● Dataset content
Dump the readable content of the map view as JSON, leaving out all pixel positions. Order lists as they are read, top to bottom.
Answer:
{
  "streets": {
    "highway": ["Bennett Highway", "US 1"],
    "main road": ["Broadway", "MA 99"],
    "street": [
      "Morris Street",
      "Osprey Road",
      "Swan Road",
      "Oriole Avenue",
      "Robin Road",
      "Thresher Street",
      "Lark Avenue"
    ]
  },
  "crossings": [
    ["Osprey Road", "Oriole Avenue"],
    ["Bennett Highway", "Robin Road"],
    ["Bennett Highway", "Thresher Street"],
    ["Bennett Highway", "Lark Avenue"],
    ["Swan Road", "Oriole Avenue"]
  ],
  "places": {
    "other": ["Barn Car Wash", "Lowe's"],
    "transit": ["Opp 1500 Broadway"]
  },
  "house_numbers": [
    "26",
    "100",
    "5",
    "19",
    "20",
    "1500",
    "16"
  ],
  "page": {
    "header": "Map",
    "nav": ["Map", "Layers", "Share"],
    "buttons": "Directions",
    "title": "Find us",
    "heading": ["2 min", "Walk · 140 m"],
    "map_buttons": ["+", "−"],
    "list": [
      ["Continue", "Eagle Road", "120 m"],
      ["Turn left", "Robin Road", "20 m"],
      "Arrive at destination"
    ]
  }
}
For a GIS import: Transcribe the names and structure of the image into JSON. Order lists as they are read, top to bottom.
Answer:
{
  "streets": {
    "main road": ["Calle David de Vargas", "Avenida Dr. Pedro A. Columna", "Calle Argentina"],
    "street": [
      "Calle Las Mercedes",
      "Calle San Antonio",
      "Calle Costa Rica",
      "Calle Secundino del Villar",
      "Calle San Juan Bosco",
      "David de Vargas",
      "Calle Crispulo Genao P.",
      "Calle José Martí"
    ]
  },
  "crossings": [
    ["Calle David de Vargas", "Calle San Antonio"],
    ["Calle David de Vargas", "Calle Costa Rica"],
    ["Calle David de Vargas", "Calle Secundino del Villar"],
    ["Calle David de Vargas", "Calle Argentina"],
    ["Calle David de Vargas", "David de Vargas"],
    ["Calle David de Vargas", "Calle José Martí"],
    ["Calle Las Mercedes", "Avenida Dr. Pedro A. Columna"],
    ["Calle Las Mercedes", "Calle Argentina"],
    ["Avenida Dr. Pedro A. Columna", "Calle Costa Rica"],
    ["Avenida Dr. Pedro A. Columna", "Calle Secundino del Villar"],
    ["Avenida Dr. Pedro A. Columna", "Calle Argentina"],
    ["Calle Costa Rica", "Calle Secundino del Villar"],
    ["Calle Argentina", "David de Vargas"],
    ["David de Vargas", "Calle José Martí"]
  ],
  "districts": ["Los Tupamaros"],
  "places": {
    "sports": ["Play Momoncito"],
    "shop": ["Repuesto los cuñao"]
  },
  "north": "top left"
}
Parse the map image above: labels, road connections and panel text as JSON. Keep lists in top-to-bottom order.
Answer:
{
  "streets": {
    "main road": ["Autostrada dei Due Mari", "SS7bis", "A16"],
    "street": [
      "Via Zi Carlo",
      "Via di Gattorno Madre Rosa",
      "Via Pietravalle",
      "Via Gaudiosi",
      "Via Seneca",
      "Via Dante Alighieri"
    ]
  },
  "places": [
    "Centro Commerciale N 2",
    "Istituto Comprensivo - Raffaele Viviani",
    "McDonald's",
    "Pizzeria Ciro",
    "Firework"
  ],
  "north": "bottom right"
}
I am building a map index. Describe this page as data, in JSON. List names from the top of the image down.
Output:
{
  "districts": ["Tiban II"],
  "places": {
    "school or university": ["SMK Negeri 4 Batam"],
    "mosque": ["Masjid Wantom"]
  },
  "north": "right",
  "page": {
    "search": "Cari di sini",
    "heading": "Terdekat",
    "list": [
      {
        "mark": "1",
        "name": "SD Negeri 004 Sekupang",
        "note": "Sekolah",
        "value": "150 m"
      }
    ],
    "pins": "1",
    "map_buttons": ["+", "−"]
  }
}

● Problem details
Some lines contain the word "they". Pull each one out of the listing.

● Output below
Dump the readable content of the map view as JSON, leaving out all pixel positions. Order lists as they are read, top to bottom.
For a GIS import: Transcribe the names and structure of the image into JSON. Order lists as they are read, top to bottom.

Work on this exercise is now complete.